“He wasn’t so different from me, Mother. It took us both to make that choice.”
Mother leaned closer, stared hard into Hannah’s eyes. “I know about the promise. Such lies he told you.”
Hannah shook her head. “He never promised me anything.”
“A house. He promised you a house, and with a house comes a life. That’s why you ran to it. That big rotting house. That place
you lived in, filthy and alone, like an animal, for weeks. Father could never understand it, but I know why you ran there.
It was all you had left, wasn’t it? After Sam had taken everything else.”
“He was just a boy,” Hannah whispered. “And he wasn’t raised to believe like I was. I should have been stronger. You’d spent
so many years teaching me to be stronger. But when it really mattered, I wasn’t. I was the same as him. I was as weak as him.”
“No child, you are not the same. You loved him. And he didn’t even want to help us find you. We told him you could be hurt.
We told him you could be dying. But he kept twisting his hands and denying that he even knew you. Father threatened to call
in the police, to name him as a suspect in a missing-person case. That’s when Sam started spilling it all, about boats and
deep water and Cora’s motel. None of it helped, though. None of it returned you to us. Until I interrupted and asked the right
question. ‘What did you promise her?’ He shook his head and swore he’d never even spoke the word
marry
. ‘But you still promised something, didn’t you?’ I demanded. He nodded. ‘Just to fix up a house. An old abandoned house.’
”
“Did he take you there?” Hannah asked. “Did he see me, the way I was?”
Mother shook her head. “I shoved a pen and paper in his hands and made him write directions. He doesn’t even know that we
found you. He never bothered to check. We never spoke again.”
Hannah looked at Mother’s face, and marveled at how easily stone can break. There were deep lines across her forehead, lines
around her narrowed eyes and her tightly set mouth. “My, how you hate him.”
Mother closed her eyes and bowed her head. She sighed. “He hurt you. But
we
were the ones punished.”
“I’m sorry,” Hannah whispered.
“If you really are,” Mother said, “then you’ll stop the punishment. Don’t pass it on to Daniel. Let the hurt Sam gave you
end with us. Discover the difference between Sam and Daniel, between what you once thought love was and what it could be,
what it is.”
Hannah lay back against her pillow. Mother leaned and turned off the lamp by her bed. She stood to leave the room.

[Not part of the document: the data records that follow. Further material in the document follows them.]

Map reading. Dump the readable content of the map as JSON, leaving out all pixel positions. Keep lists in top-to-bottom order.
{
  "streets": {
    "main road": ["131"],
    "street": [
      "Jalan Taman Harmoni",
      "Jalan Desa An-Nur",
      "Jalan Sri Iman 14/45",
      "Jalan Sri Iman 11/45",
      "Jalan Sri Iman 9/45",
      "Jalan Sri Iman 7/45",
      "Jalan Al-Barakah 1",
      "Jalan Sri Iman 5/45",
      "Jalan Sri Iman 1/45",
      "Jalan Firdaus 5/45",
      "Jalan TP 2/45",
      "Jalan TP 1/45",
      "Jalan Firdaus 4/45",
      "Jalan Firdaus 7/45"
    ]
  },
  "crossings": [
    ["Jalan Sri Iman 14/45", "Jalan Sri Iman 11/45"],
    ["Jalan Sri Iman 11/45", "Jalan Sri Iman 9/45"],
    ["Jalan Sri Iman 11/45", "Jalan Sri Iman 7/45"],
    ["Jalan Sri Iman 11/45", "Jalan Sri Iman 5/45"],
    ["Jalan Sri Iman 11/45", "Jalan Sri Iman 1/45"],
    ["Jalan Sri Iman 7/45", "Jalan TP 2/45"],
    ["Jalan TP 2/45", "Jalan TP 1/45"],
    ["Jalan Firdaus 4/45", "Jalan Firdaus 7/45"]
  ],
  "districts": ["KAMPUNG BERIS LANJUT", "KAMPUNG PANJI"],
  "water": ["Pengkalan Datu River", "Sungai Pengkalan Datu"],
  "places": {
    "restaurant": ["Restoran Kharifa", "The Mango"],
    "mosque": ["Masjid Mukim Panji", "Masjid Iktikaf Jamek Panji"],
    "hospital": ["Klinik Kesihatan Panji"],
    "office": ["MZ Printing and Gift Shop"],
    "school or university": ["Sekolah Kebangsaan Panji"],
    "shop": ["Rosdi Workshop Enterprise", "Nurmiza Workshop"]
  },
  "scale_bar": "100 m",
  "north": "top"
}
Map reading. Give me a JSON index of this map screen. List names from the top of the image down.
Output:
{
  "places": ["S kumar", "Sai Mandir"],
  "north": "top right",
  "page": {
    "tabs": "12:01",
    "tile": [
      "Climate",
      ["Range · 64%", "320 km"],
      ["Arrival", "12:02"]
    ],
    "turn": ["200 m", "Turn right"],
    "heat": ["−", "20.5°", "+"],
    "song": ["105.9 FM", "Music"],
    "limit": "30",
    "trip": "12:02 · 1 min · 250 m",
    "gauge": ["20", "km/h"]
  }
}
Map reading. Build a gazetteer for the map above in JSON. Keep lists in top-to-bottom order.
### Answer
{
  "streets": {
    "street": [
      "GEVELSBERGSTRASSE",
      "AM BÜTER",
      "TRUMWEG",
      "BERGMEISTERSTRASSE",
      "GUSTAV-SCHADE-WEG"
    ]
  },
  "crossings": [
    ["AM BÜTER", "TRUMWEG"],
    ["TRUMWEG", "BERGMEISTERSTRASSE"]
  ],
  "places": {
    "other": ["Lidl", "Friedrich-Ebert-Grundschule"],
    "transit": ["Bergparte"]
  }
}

“He called me pretty,” Hannah said.
“What?”
“He gave me more than the promise of the house. He called me pretty, too. And it was a gift that I’d always wanted. I was
used to boys laughing at me, chasing me with scissors and trying to cut my hair. Sam was different. He was the only person
in my entire life to ever call me pretty. It doesn’t matter so much now. But for some reason, at sixteen, it meant everything.”
Mother breathed deeply and turned her back to Hannah as she stepped toward the door. She paused with her hand on the doorknob.
“He had that much right, I suppose. You are pretty,” she said, the words catching in her throat and sounding more like a choke
than love.
Hannah closed her eyes and felt the war inside her. Between the pressure to move forward and the desire to savor guilt, and
remember the one perfect moment she’d had long ago.
Everything swirled together, like paint on dry clay.
Tucked away inside a sleeping hotel, Hannah spent the night comparing Sam and Daniel. She paid all the attention to detail
that any true artist would, and began in the most obvious place. With what she saw.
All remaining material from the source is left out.